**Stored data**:

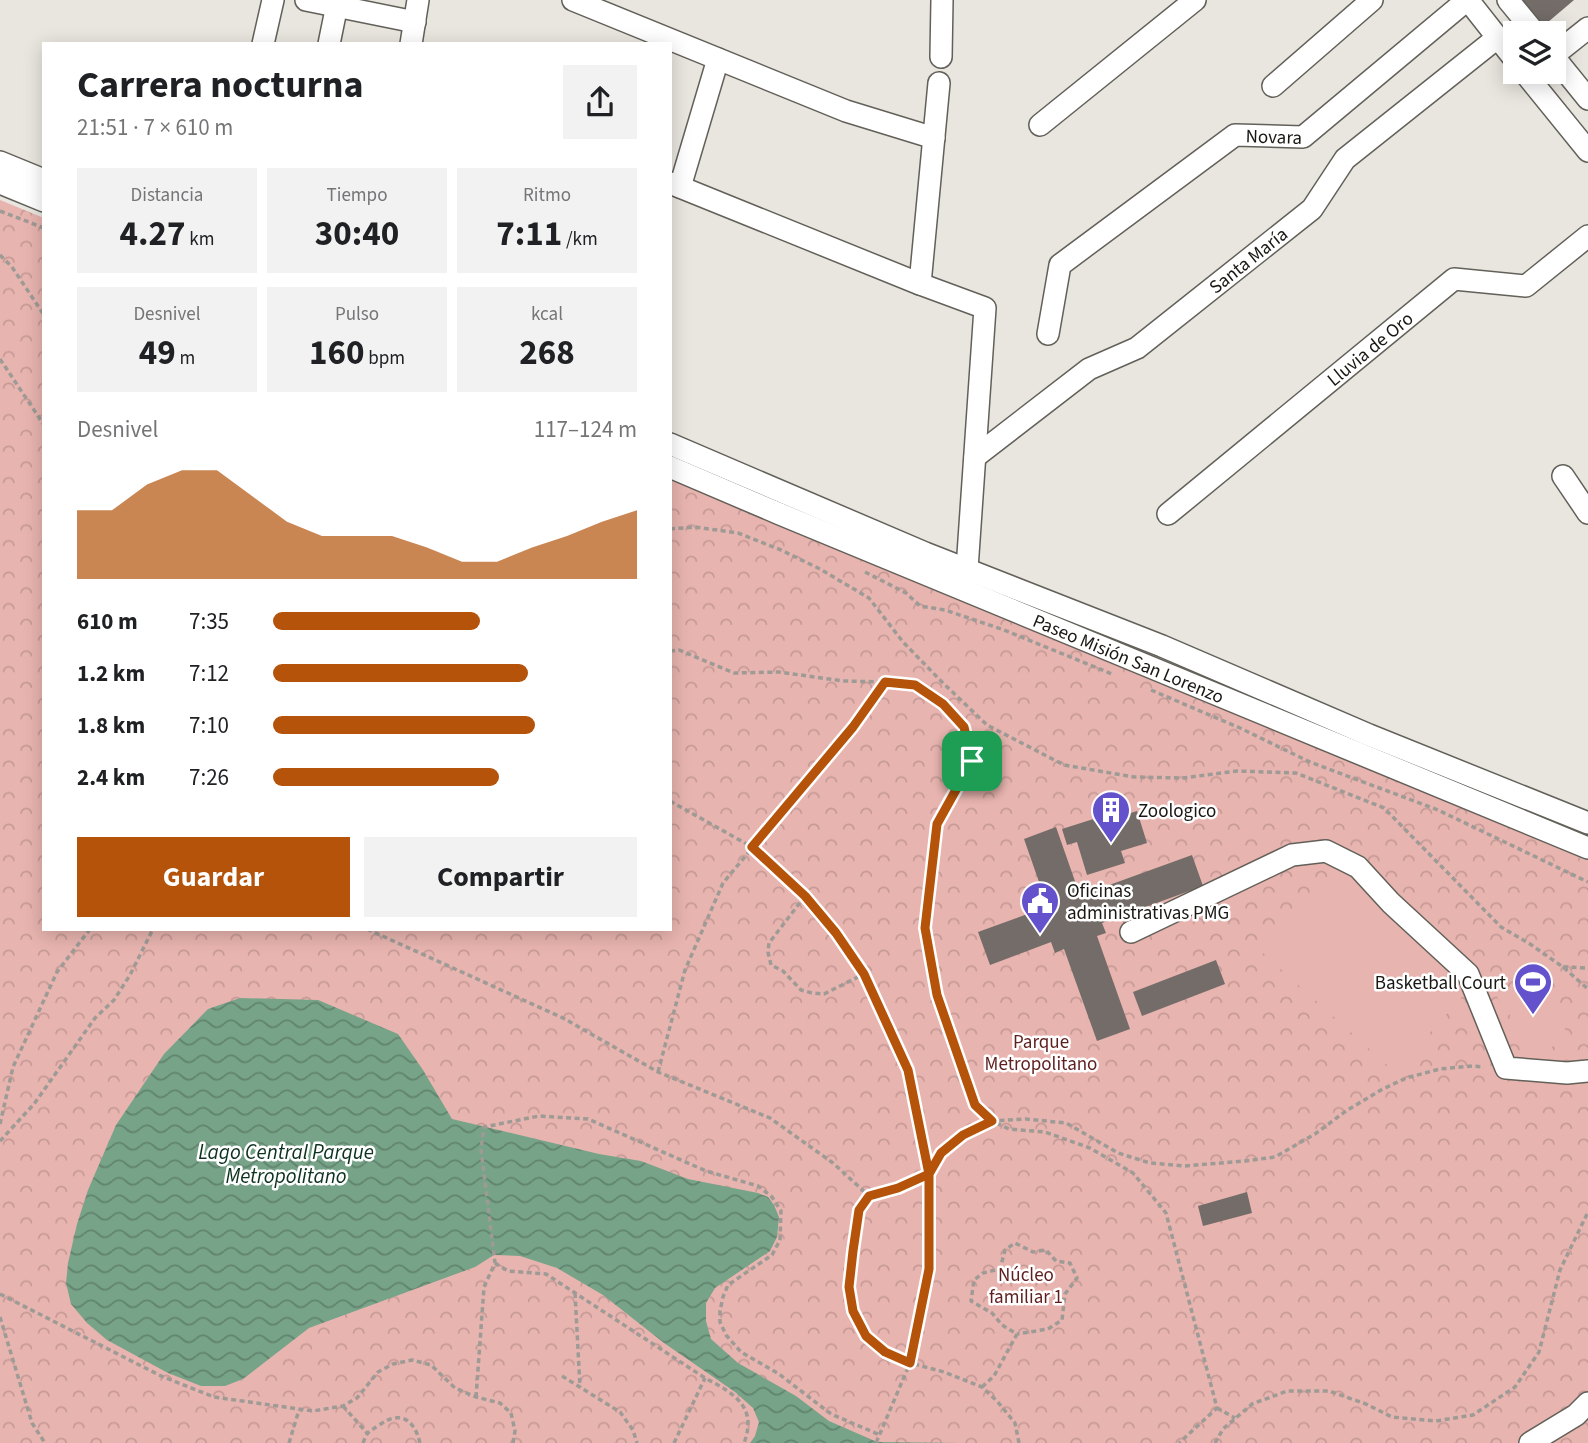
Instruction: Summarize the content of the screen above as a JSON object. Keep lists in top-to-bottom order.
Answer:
{
  "streets": {
    "street": [
      "Novara",
      "Santa María",
      "Lluvia de Oro",
      "Paseo Misión San Lorenzo"
    ]
  },
  "water": ["Lago Central Parque Metropolitano"],
  "parks": ["Parque Metropolitano", "Núcleo familiar 1"],
  "places": {
    "building": ["Zoologico"],
    "public building": ["Oficinas administrativas PMG"],
    "sports": ["Basketball Court"]
  },
  "page": {
    "heading": ["Carrera nocturna", "21:51 · 7 × 610 m"],
    "stats": [
      ["Distancia", "4.27 km"],
      ["Tiempo", "30:40"],
      ["Ritmo", "7:11 /km"],
      ["Desnivel", "49 m"],
      ["Pulso", "160 bpm"],
      ["kcal", "268"]
    ],
    "chart": ["Desnivel", "117–124 m"],
    "list": [
      {
        "name": "610 m",
        "note": "7:35"
      },
      {
        "name": "1.2 km",
        "note": "7:12"
      },
      {
        "name": "1.8 km",
        "note": "7:10"
      },
      {
        "name": "2.4 km",
        "note": "7:26"
      }
    ],
    "buttons": ["Guardar", "Compartir"]
  }
}
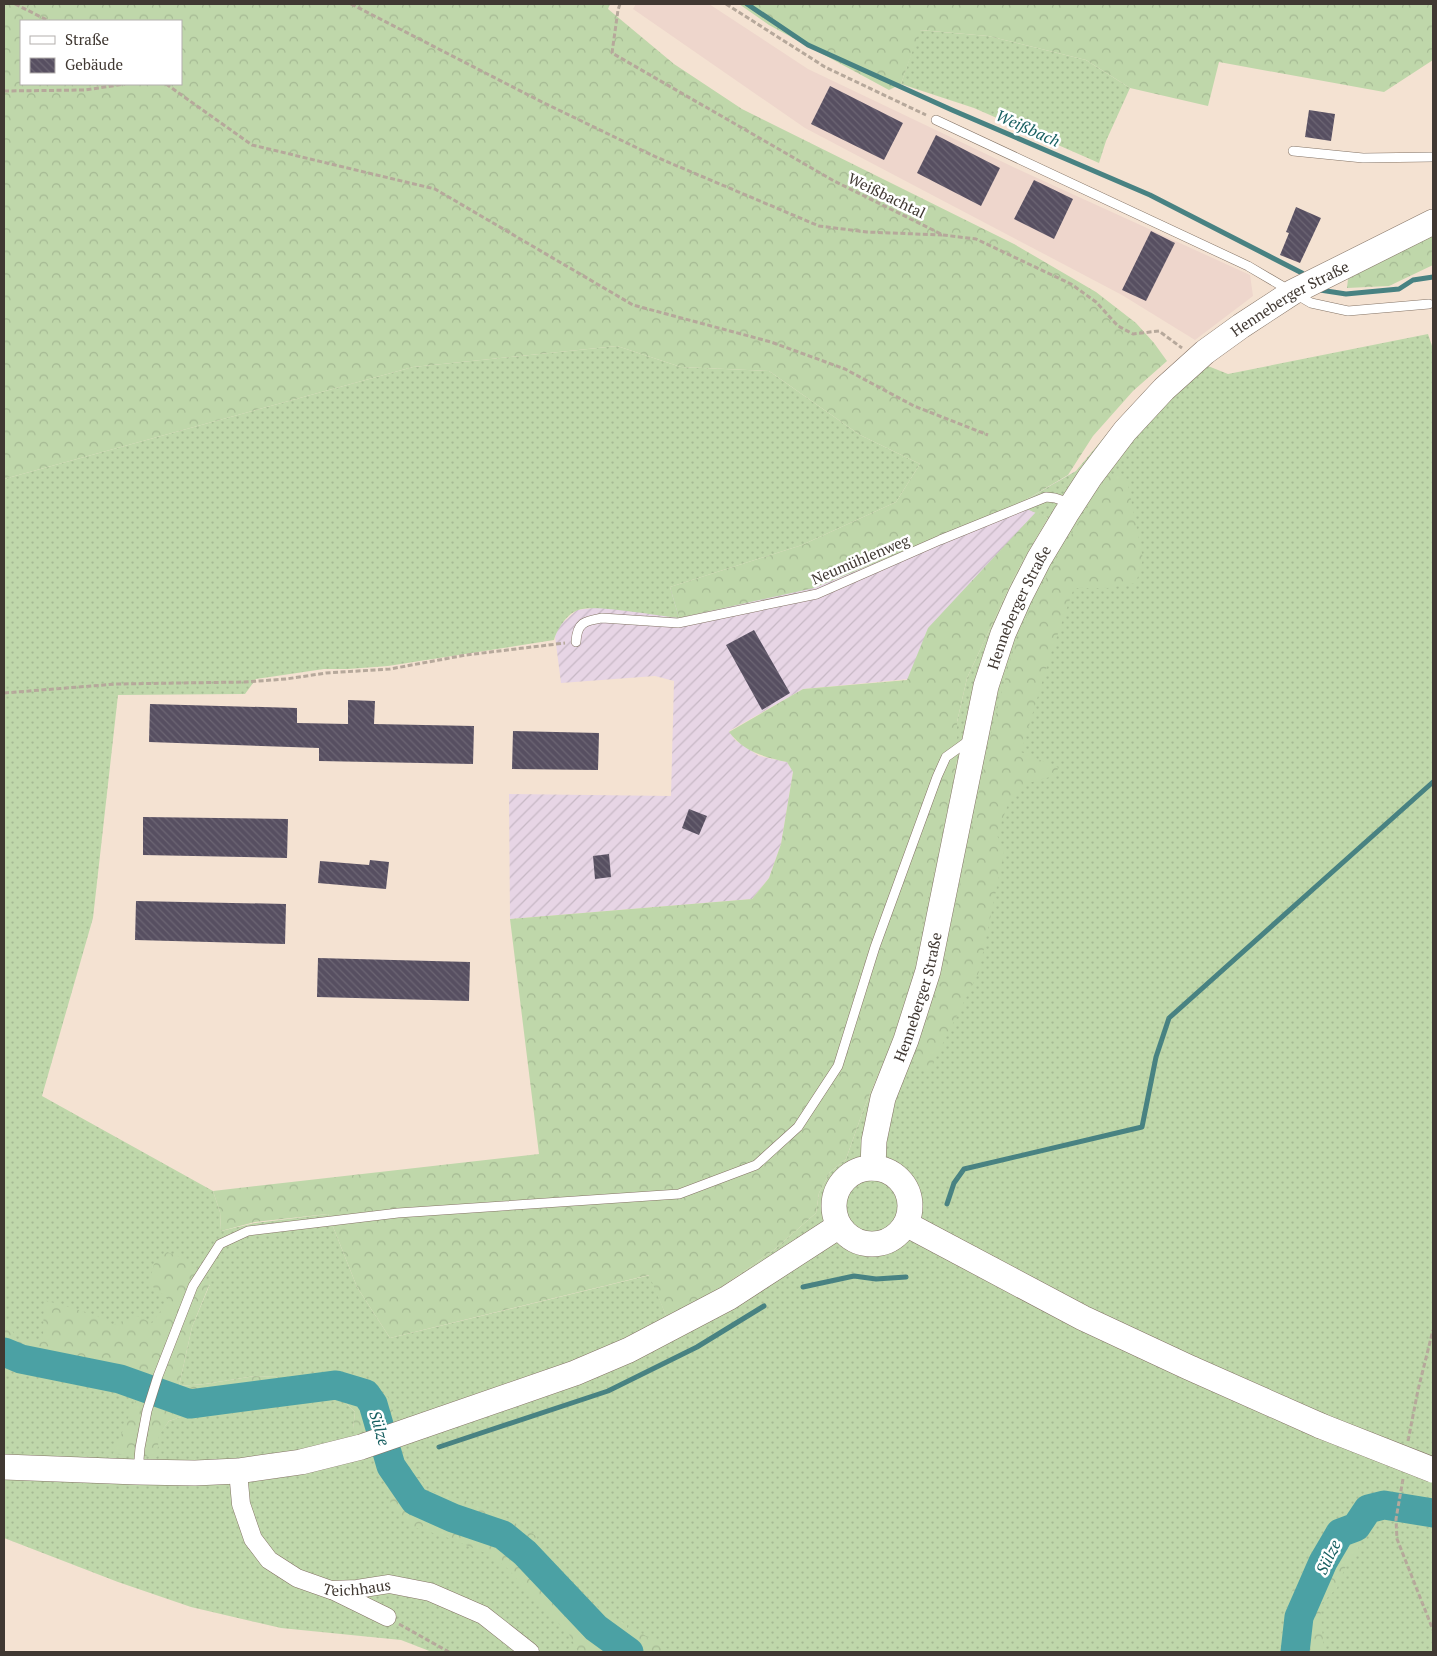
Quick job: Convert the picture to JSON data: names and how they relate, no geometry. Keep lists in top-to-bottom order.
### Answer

**WHAT TO WORK ON**: Please retype the records above exactly, but leave out any pictures.

**ANSWER BOX**:
Instruction: Summarize the content of the screen above as a JSON object. Keep lists in top-to-bottom order.
Answer:
{
  "streets": {
    "street": [
      "Novara",
      "Santa María",
      "Lluvia de Oro",
      "Paseo Misión San Lorenzo"
    ]
  },
  "water": ["Lago Central Parque Metropolitano"],
  "parks": ["Parque Metropolitano", "Núcleo familiar 1"],
  "places": {
    "building": ["Zoologico"],
    "public building": ["Oficinas administrativas PMG"],
    "sports": ["Basketball Court"]
  },
  "page": {
    "heading": ["Carrera nocturna", "21:51 · 7 × 610 m"],
    "stats": [
      ["Distancia", "4.27 km"],
      ["Tiempo", "30:40"],
      ["Ritmo", "7:11 /km"],
      ["Desnivel", "49 m"],
      ["Pulso", "160 bpm"],
      ["kcal", "268"]
    ],
    "chart": ["Desnivel", "117–124 m"],
    "list": [
      {
        "name": "610 m",
        "note": "7:35"
      },
      {
        "name": "1.2 km",
        "note": "7:12"
      },
      {
        "name": "1.8 km",
        "note": "7:10"
      },
      {
        "name": "2.4 km",
        "note": "7:26"
      }
    ],
    "buttons": ["Guardar", "Compartir"]
  }
}
Quick job: Convert the picture to JSON data: names and how they relate, no geometry. Keep lists in top-to-bottom order.
### Answer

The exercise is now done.